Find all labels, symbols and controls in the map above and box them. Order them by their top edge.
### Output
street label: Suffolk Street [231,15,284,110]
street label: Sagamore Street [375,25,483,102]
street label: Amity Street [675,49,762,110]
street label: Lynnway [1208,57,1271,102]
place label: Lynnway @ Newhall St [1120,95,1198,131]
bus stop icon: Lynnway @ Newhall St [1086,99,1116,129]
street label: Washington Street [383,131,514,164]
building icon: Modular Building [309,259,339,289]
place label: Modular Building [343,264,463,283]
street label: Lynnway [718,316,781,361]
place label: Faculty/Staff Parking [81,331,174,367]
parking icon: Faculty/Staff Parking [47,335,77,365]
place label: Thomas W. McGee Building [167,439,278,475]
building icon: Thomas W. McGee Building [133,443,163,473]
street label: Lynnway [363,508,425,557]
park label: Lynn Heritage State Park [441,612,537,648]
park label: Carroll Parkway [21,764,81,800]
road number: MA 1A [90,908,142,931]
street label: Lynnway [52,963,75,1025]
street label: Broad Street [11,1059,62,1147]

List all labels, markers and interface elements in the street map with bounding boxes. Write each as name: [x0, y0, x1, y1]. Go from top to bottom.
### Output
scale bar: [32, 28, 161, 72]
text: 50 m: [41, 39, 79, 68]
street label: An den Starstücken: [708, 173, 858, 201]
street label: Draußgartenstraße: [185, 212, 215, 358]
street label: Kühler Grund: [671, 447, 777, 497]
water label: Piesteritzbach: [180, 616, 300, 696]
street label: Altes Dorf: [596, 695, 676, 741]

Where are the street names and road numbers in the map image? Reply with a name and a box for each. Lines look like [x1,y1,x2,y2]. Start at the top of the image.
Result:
# # # #
### The problem
All of the data above should be reproduced exactly, with nothing missing.

### Exercise answer
Find all labels, symbols and controls in the map above and box them. Order them by their top edge.
### Output
street label: Suffolk Street [231,15,284,110]
street label: Sagamore Street [375,25,483,102]
street label: Amity Street [675,49,762,110]
street label: Lynnway [1208,57,1271,102]
place label: Lynnway @ Newhall St [1120,95,1198,131]
bus stop icon: Lynnway @ Newhall St [1086,99,1116,129]
street label: Washington Street [383,131,514,164]
building icon: Modular Building [309,259,339,289]
place label: Modular Building [343,264,463,283]
street label: Lynnway [718,316,781,361]
place label: Faculty/Staff Parking [81,331,174,367]
parking icon: Faculty/Staff Parking [47,335,77,365]
place label: Thomas W. McGee Building [167,439,278,475]
building icon: Thomas W. McGee Building [133,443,163,473]
street label: Lynnway [363,508,425,557]
park label: Lynn Heritage State Park [441,612,537,648]
park label: Carroll Parkway [21,764,81,800]
road number: MA 1A [90,908,142,931]
street label: Lynnway [52,963,75,1025]
street label: Broad Street [11,1059,62,1147]

List all labels, markers and interface elements in the street map with bounding boxes. Write each as name: [x0, y0, x1, y1]. Go from top to bottom.
### Output
scale bar: [32, 28, 161, 72]
text: 50 m: [41, 39, 79, 68]
street label: An den Starstücken: [708, 173, 858, 201]
street label: Draußgartenstraße: [185, 212, 215, 358]
street label: Kühler Grund: [671, 447, 777, 497]
water label: Piesteritzbach: [180, 616, 300, 696]
street label: Altes Dorf: [596, 695, 676, 741]

Where are the street names and road numbers in the map image? Reply with a name and a box for each. Lines look like [x1,y1,x2,y2]. Start at the top of the image.
Result:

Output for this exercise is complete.